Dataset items

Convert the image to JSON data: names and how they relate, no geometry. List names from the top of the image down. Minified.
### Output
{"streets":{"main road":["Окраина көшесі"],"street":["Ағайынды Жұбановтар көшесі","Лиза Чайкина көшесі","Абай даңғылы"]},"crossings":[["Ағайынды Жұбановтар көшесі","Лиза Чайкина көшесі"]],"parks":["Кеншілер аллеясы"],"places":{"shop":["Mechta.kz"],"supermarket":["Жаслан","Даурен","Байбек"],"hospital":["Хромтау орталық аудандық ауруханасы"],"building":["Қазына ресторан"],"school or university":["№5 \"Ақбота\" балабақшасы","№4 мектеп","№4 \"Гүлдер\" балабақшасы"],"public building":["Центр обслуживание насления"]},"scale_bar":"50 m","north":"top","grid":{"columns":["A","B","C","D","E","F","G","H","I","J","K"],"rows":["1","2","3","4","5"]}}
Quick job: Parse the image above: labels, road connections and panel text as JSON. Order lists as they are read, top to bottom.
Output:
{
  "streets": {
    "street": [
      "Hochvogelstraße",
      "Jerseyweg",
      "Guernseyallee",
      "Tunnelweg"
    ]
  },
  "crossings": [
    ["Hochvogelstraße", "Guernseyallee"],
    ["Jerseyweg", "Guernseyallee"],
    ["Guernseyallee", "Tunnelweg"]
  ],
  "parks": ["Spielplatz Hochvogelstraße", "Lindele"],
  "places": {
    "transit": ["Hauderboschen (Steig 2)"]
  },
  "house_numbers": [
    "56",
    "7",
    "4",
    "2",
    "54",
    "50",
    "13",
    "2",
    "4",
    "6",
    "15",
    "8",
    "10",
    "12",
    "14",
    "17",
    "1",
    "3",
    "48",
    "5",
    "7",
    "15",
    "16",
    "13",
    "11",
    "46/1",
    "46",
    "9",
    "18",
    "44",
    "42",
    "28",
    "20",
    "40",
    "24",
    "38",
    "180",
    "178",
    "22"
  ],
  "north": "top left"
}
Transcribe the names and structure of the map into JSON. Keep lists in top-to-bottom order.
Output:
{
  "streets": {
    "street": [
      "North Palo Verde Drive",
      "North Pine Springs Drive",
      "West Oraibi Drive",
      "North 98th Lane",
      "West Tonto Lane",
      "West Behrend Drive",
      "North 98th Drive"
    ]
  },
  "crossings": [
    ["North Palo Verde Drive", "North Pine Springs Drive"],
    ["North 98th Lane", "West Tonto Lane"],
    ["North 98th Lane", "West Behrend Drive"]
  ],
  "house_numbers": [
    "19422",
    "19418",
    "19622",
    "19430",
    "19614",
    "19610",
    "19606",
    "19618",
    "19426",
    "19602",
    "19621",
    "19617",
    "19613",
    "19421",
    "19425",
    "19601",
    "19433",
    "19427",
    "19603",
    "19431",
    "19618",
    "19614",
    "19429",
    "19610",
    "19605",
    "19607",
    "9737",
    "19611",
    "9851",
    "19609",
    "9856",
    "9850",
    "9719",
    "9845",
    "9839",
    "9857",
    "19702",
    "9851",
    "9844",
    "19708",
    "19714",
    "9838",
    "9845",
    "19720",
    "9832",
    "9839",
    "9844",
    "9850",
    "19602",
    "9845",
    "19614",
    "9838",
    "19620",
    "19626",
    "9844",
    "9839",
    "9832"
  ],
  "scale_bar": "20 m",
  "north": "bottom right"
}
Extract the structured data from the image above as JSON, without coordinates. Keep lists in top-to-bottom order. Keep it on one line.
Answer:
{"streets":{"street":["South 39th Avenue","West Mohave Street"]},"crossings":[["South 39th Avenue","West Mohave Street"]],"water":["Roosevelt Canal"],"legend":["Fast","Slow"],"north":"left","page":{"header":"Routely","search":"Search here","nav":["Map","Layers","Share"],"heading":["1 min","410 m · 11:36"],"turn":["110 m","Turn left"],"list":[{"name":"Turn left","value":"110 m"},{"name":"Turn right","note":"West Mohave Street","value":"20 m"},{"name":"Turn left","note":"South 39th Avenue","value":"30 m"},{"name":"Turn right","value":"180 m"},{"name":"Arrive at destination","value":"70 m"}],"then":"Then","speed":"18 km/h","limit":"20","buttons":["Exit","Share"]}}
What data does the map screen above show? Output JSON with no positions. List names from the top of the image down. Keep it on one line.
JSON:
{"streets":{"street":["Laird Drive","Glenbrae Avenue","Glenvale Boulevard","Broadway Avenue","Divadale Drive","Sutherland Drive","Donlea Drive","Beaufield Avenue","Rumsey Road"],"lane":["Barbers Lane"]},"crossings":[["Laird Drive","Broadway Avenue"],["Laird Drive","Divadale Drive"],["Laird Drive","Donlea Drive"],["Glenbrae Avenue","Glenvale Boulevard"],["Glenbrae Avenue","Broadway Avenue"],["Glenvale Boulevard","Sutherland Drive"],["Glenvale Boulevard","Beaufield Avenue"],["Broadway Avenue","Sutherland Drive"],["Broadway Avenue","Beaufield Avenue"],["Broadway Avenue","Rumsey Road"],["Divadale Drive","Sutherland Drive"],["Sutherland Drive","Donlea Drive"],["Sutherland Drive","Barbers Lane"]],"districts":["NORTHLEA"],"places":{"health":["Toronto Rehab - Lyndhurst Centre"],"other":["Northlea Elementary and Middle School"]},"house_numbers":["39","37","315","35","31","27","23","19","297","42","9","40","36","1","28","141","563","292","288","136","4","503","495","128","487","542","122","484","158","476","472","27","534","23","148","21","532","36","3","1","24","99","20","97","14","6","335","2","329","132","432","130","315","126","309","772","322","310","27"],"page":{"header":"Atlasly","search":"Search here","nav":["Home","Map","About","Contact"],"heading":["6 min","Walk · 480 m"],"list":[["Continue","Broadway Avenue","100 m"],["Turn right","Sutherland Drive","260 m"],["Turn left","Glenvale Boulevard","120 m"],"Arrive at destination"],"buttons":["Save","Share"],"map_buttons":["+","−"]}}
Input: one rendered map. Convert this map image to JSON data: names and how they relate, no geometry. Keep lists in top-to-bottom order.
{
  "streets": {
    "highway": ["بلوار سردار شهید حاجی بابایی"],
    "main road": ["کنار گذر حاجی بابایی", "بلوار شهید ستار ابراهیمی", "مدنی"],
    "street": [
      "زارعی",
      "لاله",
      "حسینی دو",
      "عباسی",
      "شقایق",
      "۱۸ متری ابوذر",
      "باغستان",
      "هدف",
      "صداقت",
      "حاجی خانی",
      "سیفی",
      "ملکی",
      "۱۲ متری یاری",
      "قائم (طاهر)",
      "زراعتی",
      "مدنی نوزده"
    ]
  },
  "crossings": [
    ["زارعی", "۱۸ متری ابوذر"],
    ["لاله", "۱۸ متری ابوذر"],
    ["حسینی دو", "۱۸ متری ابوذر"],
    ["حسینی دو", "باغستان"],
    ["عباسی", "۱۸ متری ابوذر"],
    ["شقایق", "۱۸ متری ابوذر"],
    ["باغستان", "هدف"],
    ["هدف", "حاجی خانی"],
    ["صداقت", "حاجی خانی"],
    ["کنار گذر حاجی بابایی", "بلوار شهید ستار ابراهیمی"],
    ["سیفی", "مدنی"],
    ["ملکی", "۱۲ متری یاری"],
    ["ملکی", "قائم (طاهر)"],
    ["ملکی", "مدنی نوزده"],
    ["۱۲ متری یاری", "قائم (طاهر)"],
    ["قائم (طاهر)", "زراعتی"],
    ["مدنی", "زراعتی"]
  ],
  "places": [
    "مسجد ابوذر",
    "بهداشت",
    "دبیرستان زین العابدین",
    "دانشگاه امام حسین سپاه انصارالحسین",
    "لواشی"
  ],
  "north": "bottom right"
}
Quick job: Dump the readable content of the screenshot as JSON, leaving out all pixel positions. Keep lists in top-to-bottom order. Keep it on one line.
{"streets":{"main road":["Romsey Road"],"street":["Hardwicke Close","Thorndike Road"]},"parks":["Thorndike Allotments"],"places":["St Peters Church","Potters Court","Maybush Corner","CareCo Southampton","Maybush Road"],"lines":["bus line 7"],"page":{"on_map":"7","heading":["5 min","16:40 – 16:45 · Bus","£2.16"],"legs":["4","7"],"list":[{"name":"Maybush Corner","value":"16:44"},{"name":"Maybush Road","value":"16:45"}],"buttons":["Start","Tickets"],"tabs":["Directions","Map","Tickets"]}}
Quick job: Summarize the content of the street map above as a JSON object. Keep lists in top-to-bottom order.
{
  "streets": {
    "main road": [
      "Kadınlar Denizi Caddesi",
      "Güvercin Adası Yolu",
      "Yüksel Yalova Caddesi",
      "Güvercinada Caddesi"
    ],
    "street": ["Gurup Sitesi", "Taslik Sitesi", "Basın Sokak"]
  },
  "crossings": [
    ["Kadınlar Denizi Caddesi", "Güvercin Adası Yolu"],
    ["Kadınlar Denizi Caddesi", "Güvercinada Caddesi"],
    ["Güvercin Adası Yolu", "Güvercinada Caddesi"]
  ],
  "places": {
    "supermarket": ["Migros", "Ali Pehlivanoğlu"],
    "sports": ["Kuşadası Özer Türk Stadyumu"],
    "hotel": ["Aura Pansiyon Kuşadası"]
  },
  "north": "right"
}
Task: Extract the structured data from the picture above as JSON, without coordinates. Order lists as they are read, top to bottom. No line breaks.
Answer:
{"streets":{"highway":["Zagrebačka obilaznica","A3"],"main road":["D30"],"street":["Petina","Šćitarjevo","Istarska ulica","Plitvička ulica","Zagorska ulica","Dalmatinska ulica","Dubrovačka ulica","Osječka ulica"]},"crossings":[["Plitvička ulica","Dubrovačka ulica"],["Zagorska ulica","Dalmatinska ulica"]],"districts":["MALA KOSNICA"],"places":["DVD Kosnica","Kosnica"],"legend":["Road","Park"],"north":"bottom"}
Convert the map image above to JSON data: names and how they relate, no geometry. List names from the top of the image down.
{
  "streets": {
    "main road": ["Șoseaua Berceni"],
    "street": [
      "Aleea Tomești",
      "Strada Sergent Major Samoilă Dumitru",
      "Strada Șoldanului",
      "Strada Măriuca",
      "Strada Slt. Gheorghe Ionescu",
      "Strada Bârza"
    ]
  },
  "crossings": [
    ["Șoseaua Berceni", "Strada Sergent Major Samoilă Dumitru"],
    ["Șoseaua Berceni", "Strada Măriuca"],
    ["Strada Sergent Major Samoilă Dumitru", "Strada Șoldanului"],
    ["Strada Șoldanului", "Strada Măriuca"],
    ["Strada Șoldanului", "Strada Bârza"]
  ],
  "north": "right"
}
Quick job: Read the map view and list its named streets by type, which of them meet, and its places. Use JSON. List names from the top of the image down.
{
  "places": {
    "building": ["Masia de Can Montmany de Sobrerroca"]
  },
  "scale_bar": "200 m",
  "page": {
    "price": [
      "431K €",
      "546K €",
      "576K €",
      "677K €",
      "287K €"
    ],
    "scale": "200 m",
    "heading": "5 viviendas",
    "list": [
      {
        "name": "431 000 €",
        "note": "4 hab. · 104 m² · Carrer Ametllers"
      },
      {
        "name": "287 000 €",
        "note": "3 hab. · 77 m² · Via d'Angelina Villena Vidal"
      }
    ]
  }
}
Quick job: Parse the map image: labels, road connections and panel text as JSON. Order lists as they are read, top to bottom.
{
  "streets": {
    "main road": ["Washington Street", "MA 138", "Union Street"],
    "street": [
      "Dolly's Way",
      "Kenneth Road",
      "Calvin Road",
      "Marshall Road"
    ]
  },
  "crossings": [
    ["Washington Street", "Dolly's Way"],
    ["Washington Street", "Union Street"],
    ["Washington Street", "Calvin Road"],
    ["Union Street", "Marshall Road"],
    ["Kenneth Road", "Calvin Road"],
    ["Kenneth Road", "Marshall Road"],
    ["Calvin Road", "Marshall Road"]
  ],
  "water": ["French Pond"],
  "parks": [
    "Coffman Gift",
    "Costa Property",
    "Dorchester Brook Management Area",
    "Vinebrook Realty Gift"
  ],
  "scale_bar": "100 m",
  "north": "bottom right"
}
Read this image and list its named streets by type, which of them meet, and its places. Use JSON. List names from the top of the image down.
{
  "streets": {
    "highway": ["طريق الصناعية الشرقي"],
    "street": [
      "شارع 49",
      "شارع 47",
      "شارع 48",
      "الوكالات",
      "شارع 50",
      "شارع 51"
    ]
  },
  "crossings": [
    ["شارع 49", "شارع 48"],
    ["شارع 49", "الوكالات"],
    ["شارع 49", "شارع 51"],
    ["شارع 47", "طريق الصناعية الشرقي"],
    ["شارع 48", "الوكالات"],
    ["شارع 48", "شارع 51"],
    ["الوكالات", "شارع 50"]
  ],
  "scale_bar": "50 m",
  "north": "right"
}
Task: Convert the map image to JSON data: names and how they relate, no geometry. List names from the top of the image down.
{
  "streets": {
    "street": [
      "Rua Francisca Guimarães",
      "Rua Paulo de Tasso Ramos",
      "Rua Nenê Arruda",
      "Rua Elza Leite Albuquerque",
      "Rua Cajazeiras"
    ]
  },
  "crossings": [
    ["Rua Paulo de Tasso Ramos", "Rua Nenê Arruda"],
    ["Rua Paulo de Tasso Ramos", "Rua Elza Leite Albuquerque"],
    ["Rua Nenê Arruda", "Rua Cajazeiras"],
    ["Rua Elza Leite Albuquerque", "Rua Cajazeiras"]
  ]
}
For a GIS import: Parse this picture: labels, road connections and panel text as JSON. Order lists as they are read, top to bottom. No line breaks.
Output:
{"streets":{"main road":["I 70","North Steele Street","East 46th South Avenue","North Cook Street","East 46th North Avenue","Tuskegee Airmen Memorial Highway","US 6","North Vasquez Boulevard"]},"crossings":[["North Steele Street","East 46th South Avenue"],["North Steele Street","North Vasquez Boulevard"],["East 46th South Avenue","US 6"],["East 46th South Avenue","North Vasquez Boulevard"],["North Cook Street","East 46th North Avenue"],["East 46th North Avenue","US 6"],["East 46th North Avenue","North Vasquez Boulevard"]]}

Instructions to follow
Extract exactly the leading lines of the data, stopping at and including the line with "Transcribe the names".

Written solution
Convert the image to JSON data: names and how they relate, no geometry. List names from the top of the image down. Minified.
### Output
{"streets":{"main road":["Окраина көшесі"],"street":["Ағайынды Жұбановтар көшесі","Лиза Чайкина көшесі","Абай даңғылы"]},"crossings":[["Ағайынды Жұбановтар көшесі","Лиза Чайкина көшесі"]],"parks":["Кеншілер аллеясы"],"places":{"shop":["Mechta.kz"],"supermarket":["Жаслан","Даурен","Байбек"],"hospital":["Хромтау орталық аудандық ауруханасы"],"building":["Қазына ресторан"],"school or university":["№5 \"Ақбота\" балабақшасы","№4 мектеп","№4 \"Гүлдер\" балабақшасы"],"public building":["Центр обслуживание насления"]},"scale_bar":"50 m","north":"top","grid":{"columns":["A","B","C","D","E","F","G","H","I","J","K"],"rows":["1","2","3","4","5"]}}
Quick job: Parse the image above: labels, road connections and panel text as JSON. Order lists as they are read, top to bottom.
Output:
{
  "streets": {
    "street": [
      "Hochvogelstraße",
      "Jerseyweg",
      "Guernseyallee",
      "Tunnelweg"
    ]
  },
  "crossings": [
    ["Hochvogelstraße", "Guernseyallee"],
    ["Jerseyweg", "Guernseyallee"],
    ["Guernseyallee", "Tunnelweg"]
  ],
  "parks": ["Spielplatz Hochvogelstraße", "Lindele"],
  "places": {
    "transit": ["Hauderboschen (Steig 2)"]
  },
  "house_numbers": [
    "56",
    "7",
    "4",
    "2",
    "54",
    "50",
    "13",
    "2",
    "4",
    "6",
    "15",
    "8",
    "10",
    "12",
    "14",
    "17",
    "1",
    "3",
    "48",
    "5",
    "7",
    "15",
    "16",
    "13",
    "11",
    "46/1",
    "46",
    "9",
    "18",
    "44",
    "42",
    "28",
    "20",
    "40",
    "24",
    "38",
    "180",
    "178",
    "22"
  ],
  "north": "top left"
}
Transcribe the names and structure of the map into JSON. Keep lists in top-to-bottom order.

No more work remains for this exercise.